KAUST team achieves remarkable flexibility with silicon-based electronic devices

Prof. Hussain and his team recently had published a paper in ACS Nano about their use of industry-compatible processes to demonstrate the most advanced transistor architecture on a flexible platform, with our transistor obtaining a bending radius of 0.5 mm.

"Today we live in a world centered on information technologies," said Muhammad Mustafa Hussain, KAUST Associate Professor of Electrical Engineering. "This is taking us to a future where electronics will be not only about high-performance devices, but also about portability – they will have to be flexible, stretchable and reconfigurable. My team and I in KAUST's Integrated Nanotechnology Lab are working to transform cutting-edge complementary metal oxide semiconductor (CMOS) technology into flexible technology."

In a paper recently published in the high-impact journal ACS Nano (DOI: 10.1021/nn5041608), Prof. Hussain and his team describe their use of industry-compatible processes to "demonstrate the most advanced transistor architecture on a flexible platform, with our transistor obtaining a bending radius of 0.5 mm," he said. "The process used does not degrade the device performance, and helps us show the path to true high-performance flexible electronics."

Galo Torres Seville, a KAUST Ph.D. student in Prof. Hussain's group and the first author of the paper, noted that "our objective as a research group is to find a bridge between portable and high-performance electronics that will one day allow us to perform very complex and time-consuming tasks with our portable devices. In our recent work, we have pushed inorganic electronics to a bending radius never shown before."

The transistor built by Prof. Hussain's team is constructed of a monocrystalline silicon-based substrate. Silicon is a material which, as the researchers state, is "the most highly used material in today's digital world…[M]ore than 90 percent of electronics are based on silicon micro- and nanofabrication processes."

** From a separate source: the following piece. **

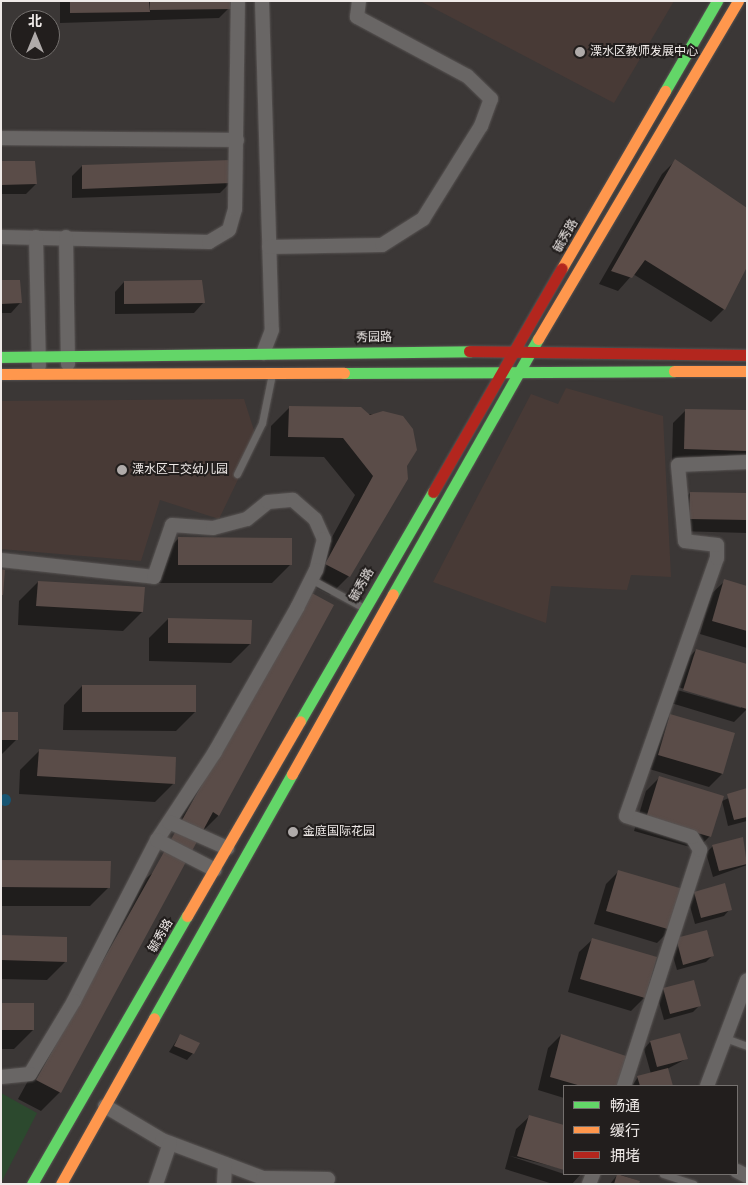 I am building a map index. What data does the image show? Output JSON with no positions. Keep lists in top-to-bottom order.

However, there are some drawbacks to silicon electronics, including silicon's brittleness and lack of flexibility. To counter these problems, researchers have experimented with using polymer-based substrates, 2D single walled carbon nanotubes and 2D graphene to produce flexible electronics. But because of issues with these materials, Prof. Hussain's team has concentrated on a different fabrication process using silicon to make electronics flexible "without compromising cost, yield, performance and efficiency," Prof. Hussain said.

By following this process, which creates a network of trenches/holes, the researchers carried out an additional back-etch process from the back side of the substrate they used to ensure any holes/trenches would be eliminated in the peeled-off silicon fabric. They produced a FinFET, a nonplanar, multi-gated transistor constructed on a silicon-on-insulator (SOI) substrate.

The team's soft-etch back process thinned down the SOI wafer with the FinFETs on it. They also protected the device with a photoresist coating.

"Compared to the semiconductor industry's back grinding process, our process provides advantages from the perspective of its gentle manner to protect nano-scale devices and its thinning range," explained Prof. Hussain. "Our technique is a new way to replace back grinding for flexing traditional electronics and not compromise silicon's cost/yield advantage."

The researchers' method is also advantageous because it allows complete fabrication of the device prior to release, allowing standard processes to be kept in place to reduce constraints on design, etching, lithography and deposition techniques. In addition, because polymer substrates were not used, "thermal budget constraints are kept intact when compared to industry standard processes," they state.

With a final thickness of 50 µm, the device shows competitive electric behavior and bendability while "relying solely on mature micro- and nanofabrication techniques," note the researchers.

"Extreme bendability using only silicon is unique," said Prof. Hussain. "Flexible CMOS technology is imperative for advanced integrated electronic systems – our flexible FinFETs are taking us a step further in the direction of smart, interactive, 'live' and flexible technology. Future technology will only be limited by the range of applications that make use of silicon as a main material for device fabrication."

Torres Seville added that the group's process on this patented technology "will set a starting point towards the true integration of high-performance electronics on flexible substrates. We hope that through our work we can awaken the curiosity of researchers all around the world to pursue a common objective that will one day allow us to have devices that today we can only dream about."